TOKI reselling earthquake victims’ homes in Van

In the two big earthquakes in Van centre and Ercis district, 644 people lost their lives and more than 4 thousand people were injured. Thousands of houses were demolished in these two major earthquakes and tens of thousands of houses were heavily damaged.

After the earthquake in Van in 2011, 35 thousand TL were spent to build houses for the victims. But these houses were sold for 85 thousand TL.

After the delivery of the houses, thousands of people were forced to pay their debts to TOKI housing. TOKİ (Toplu Konut İdaresi Başkanlığı - Public Housing Development Administration) confiscated a huge number of houses from the earthquake victims and put them on sale until April 30th.

In the two big earthquakes in Van centre and Ercis district, 644 people lost their lives and more than 4 thousand people were injured. Thousands of houses were demolished in these two major earthquakes and tens of thousands of houses were heavily damaged.

After the earthquake, victims stayed in tents for months under snow during the cold winter. Aid came to Van from many parts of the world, victims mainly helped by Kurdish people. This aid though was not distributed by the AKP.

In fact, houses that were built with the aid collected and costing 35 thousand TL were subsequently sold to earthquake victims for 85 thousand TL by the AKP.

Some of the houses built by TOKİ were given to the citizens who had their homes destroyed while the rest was given to tenants. Thousands of people who have been living in the houses built by TOKI for about 7 years are now faced with having to pay huge some of money to the state, because they were unable to keep up payments the state itself had set. 

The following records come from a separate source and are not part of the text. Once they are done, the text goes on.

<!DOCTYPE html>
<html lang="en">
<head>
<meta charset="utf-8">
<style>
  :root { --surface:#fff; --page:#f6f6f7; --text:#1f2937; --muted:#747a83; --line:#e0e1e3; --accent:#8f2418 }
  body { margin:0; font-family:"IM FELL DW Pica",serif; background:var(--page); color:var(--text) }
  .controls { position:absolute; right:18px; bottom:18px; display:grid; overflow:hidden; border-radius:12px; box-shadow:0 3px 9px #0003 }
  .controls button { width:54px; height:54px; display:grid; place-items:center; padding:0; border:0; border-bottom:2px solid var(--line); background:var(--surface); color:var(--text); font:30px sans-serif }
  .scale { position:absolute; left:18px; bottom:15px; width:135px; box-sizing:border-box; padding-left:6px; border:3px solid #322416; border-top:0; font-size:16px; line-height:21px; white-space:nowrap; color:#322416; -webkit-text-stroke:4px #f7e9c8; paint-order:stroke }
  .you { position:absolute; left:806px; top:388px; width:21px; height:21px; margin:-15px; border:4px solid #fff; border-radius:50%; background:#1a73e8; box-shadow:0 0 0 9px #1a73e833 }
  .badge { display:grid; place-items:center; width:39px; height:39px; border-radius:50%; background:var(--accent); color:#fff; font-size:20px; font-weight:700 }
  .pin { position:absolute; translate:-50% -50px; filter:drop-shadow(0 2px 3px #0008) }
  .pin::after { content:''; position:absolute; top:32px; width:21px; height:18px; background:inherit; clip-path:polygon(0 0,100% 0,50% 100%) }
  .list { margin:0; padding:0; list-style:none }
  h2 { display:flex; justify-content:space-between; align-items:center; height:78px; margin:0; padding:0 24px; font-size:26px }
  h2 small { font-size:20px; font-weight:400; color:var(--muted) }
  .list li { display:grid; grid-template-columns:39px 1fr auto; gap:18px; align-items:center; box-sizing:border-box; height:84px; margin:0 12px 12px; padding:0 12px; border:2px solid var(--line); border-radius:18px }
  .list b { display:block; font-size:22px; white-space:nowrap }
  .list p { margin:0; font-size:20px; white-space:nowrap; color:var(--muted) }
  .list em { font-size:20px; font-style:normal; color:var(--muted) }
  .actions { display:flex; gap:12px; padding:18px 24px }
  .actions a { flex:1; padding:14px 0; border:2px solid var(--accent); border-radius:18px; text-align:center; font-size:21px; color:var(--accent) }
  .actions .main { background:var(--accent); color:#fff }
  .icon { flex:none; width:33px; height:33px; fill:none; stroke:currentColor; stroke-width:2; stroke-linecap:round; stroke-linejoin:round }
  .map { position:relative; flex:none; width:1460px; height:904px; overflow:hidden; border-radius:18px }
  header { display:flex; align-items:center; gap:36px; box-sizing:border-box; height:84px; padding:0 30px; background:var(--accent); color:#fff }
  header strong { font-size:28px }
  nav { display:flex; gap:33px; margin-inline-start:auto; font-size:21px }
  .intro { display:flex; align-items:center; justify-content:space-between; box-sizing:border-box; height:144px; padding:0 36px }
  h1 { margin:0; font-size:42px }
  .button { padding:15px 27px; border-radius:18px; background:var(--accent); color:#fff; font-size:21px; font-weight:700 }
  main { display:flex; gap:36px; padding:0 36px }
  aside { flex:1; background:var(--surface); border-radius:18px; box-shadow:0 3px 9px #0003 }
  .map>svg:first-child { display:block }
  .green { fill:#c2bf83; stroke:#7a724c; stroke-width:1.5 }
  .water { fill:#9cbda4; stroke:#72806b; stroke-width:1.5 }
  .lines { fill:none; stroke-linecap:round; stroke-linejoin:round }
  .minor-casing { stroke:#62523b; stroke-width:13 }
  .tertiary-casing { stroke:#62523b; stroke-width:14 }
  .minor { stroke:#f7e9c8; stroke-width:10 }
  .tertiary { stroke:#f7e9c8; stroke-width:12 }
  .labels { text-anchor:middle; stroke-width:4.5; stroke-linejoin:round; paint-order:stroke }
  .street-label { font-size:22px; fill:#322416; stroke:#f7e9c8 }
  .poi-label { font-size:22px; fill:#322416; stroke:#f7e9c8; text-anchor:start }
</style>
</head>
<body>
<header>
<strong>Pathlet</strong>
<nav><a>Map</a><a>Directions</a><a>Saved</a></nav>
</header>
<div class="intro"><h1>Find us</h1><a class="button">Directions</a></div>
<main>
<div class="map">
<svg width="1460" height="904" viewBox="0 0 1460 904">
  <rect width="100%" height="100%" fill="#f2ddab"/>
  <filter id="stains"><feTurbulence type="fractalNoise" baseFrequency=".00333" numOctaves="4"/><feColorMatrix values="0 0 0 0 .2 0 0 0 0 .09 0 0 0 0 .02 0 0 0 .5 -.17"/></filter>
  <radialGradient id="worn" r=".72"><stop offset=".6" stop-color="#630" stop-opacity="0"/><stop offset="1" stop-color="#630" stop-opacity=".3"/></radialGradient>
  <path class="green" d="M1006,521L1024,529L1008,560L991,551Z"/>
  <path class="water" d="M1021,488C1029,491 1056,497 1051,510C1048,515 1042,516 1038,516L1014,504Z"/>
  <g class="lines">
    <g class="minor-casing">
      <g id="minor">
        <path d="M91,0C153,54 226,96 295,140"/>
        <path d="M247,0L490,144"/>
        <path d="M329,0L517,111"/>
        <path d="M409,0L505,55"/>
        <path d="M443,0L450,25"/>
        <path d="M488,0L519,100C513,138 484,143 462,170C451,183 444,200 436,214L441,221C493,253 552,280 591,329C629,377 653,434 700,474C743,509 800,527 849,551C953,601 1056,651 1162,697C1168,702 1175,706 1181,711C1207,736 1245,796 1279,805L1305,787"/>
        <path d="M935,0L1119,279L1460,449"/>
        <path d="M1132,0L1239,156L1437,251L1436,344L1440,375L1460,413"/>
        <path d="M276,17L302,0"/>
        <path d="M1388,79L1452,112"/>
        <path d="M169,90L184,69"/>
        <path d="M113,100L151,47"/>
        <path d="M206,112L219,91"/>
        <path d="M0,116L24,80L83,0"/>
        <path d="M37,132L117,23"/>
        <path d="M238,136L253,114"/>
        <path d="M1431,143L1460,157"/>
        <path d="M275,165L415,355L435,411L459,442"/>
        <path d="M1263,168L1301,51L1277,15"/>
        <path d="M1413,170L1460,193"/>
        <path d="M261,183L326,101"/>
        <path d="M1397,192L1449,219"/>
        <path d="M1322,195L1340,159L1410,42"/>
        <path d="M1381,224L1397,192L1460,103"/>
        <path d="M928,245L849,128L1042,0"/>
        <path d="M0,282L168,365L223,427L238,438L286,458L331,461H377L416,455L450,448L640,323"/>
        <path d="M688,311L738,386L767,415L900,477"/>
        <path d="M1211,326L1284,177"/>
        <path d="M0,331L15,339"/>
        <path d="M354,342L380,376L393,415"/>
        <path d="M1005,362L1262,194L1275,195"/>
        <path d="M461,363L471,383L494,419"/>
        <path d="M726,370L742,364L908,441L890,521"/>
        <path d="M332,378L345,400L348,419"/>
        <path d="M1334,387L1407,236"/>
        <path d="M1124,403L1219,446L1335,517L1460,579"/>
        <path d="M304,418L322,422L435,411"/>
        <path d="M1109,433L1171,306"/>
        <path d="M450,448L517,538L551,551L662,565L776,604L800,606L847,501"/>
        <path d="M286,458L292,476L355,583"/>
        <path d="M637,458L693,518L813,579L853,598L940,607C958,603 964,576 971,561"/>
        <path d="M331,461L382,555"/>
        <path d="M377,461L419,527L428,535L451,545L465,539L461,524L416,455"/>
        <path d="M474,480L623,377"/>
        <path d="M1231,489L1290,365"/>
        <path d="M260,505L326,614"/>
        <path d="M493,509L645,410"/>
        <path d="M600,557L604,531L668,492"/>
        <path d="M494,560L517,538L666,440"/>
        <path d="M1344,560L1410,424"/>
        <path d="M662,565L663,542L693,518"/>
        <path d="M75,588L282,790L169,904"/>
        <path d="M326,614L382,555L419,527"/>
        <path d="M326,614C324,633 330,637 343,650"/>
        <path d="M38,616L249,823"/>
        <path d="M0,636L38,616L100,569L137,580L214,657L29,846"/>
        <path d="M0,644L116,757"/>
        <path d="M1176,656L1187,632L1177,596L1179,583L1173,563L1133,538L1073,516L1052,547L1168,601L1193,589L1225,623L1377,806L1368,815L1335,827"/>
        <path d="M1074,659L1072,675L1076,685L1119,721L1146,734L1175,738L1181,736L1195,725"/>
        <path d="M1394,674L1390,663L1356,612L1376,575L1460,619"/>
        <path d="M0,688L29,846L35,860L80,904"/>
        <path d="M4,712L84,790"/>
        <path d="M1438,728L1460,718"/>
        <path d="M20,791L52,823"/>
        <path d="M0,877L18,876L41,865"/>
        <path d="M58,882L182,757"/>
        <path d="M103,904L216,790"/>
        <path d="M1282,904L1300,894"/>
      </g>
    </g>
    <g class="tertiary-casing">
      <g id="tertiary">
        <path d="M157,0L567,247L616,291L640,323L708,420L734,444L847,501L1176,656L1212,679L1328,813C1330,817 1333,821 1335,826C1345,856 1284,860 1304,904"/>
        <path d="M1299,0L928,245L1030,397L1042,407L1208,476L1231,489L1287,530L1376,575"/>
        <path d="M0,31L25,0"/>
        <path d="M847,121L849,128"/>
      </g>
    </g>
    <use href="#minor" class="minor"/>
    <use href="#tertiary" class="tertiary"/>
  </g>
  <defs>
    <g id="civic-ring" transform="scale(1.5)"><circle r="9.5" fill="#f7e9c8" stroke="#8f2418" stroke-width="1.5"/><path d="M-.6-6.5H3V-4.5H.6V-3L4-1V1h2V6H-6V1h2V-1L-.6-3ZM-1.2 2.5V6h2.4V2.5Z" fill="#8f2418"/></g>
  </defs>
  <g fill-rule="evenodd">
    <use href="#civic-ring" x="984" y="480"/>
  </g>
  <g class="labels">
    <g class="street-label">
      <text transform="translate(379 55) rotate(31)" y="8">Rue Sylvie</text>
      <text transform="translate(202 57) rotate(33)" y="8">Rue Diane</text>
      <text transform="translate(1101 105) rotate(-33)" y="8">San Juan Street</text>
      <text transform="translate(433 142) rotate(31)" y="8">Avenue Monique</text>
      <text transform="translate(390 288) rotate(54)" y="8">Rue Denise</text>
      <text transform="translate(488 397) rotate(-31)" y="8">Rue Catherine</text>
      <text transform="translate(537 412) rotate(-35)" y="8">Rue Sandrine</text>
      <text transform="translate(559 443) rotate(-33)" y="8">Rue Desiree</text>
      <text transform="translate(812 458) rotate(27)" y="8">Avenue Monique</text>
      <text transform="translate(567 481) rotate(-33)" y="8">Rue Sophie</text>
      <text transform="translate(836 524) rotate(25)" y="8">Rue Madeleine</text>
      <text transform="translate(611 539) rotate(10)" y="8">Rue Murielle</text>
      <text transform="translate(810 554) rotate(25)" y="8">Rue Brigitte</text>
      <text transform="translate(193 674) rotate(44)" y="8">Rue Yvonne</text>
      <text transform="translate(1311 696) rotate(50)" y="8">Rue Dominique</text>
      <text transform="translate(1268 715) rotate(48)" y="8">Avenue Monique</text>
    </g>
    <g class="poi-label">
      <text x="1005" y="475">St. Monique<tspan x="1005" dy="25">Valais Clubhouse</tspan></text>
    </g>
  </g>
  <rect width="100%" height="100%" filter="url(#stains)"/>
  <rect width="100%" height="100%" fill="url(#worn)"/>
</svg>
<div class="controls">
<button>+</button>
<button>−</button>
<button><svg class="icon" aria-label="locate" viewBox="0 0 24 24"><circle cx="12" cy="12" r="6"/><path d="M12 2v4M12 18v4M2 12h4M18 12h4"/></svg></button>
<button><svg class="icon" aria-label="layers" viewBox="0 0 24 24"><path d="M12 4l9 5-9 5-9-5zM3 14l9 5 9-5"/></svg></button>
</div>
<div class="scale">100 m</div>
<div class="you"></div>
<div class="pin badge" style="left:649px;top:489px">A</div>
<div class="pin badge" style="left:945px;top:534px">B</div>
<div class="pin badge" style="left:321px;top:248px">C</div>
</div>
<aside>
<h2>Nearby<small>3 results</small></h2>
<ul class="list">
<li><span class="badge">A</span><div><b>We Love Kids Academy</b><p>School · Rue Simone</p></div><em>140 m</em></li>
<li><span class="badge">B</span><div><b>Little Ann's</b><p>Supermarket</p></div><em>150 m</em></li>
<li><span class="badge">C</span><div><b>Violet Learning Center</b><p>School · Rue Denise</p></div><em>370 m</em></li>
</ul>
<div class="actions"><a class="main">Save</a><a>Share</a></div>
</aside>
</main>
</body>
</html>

Some of the tenants who had gone to live in TOKI houses have seen their houses taken from them as they could not pay they debts to the state. 

Earthquake dwellings seized by the state are being resold. It has emerged that TOKİ is selling many houses and buildings built after the 2011 earthquake.

TOKI was founded in 1984 and appears to have become the major urban design/intervention tool of neo-liberal, profit-oriented policies of the AKP government. This meant dramatic changes to the historical and heritage of the cities in Turkey and Kurdistan. TOKI is building houses that will host people of Hasankeyf, basically evicted by the government to allow its project to build a new dam, despite this meaning the disappearance of the thousand years old city.

Soon after the AKP came to power, TOKI became the authorized organization in the field of housing and land production in AKP’s cities.

The Istanbul Metropolitan Municipality alone (Erdogan has been mayor of Istanbul) has allocated public lands and plots to various urban projects, mainly through their sale to urban transformation projects, damaging the autonomous morphological structure of the city, destructing the unique textures and memories by making more than 3,900 plan modifications in four years.

It is important to note that governmental mass housing projects in their majority did not targeted the low-income groups, rather they supplied housing for the middle and high-income groups.

Walls to isolate Kurdistan

As part of the AKP “security” policy, Turkey is being literally surrounded by walls. TOKI has been commissioned those walls.

The first wall (Turkey-Iran) has been completed by more than half (of a 144 km, 90 miles in total) and will be finished by next spring.

Ankara is “securing” its frontiers from smuggling, illegal immigration and militant infiltration. So the official version goes.

President Erdogan had said in 2017 that Turkey would build walls along its border with Iraq and part of the border with Iran similar to the nearly completed one on its longest border, with Syria. The wall along the 911 km border with Syria had almost been finished, with only 25-30 km left.